| Saved entries |
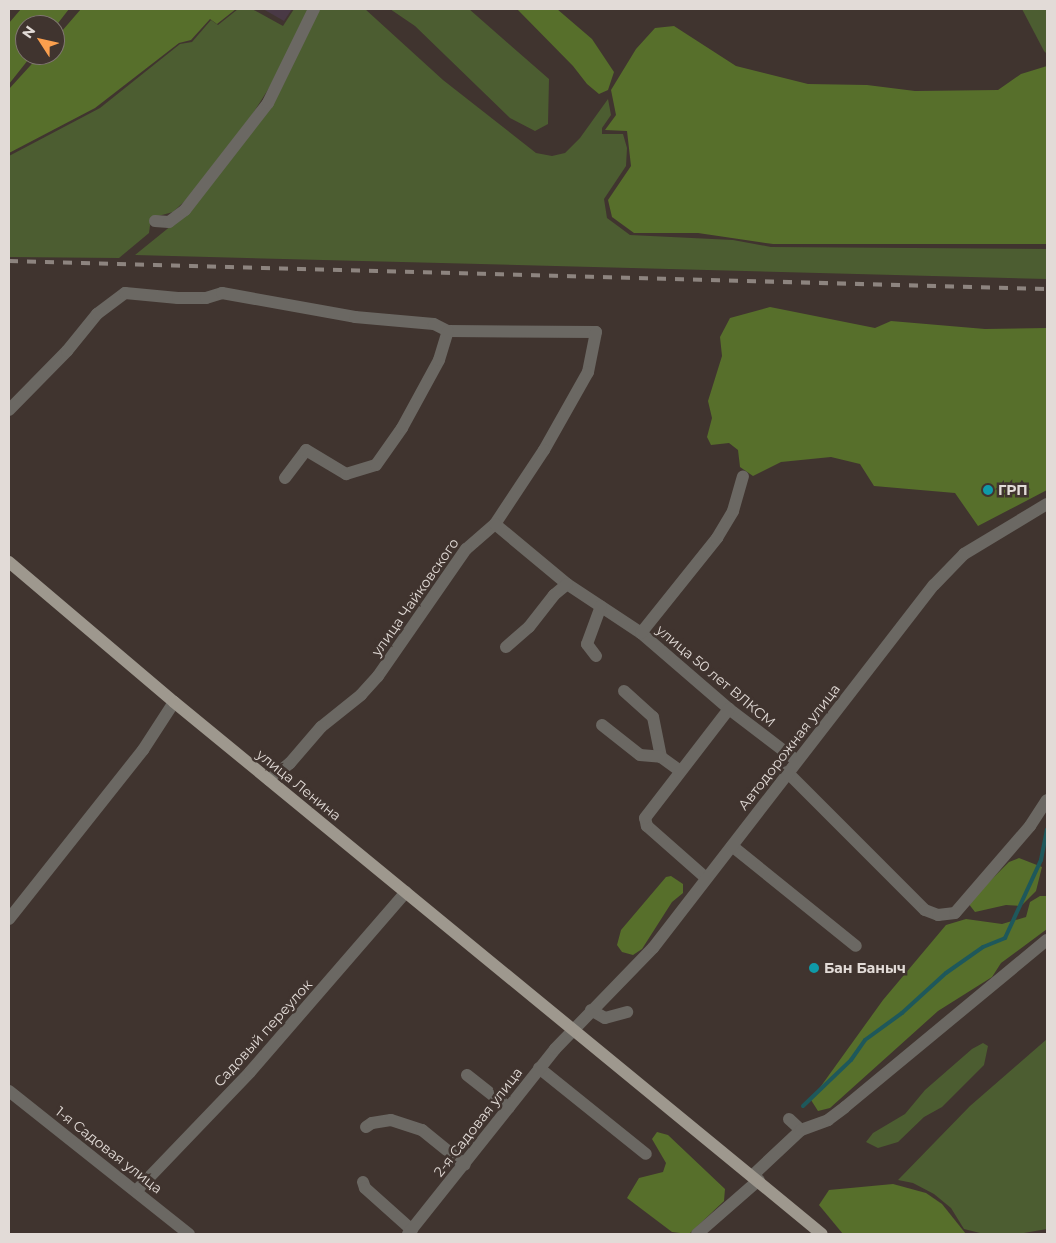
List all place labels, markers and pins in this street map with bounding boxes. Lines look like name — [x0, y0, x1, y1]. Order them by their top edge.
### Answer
place label: ГРП — [998, 482, 1028, 498]
marker: ГРП — [982, 484, 994, 496]
place label: Бан Баныч — [824, 960, 906, 976]
marker: Бан Баныч — [808, 962, 820, 974]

| Task details |
Retype the data in full. Images do not go in the copy.

| Expected answer |
List all place labels, markers and pins in this street map with bounding boxes. Lines look like name — [x0, y0, x1, y1]. Order them by their top edge.
### Answer
place label: ГРП — [998, 482, 1028, 498]
marker: ГРП — [982, 484, 994, 496]
place label: Бан Баныч — [824, 960, 906, 976]
marker: Бан Баныч — [808, 962, 820, 974]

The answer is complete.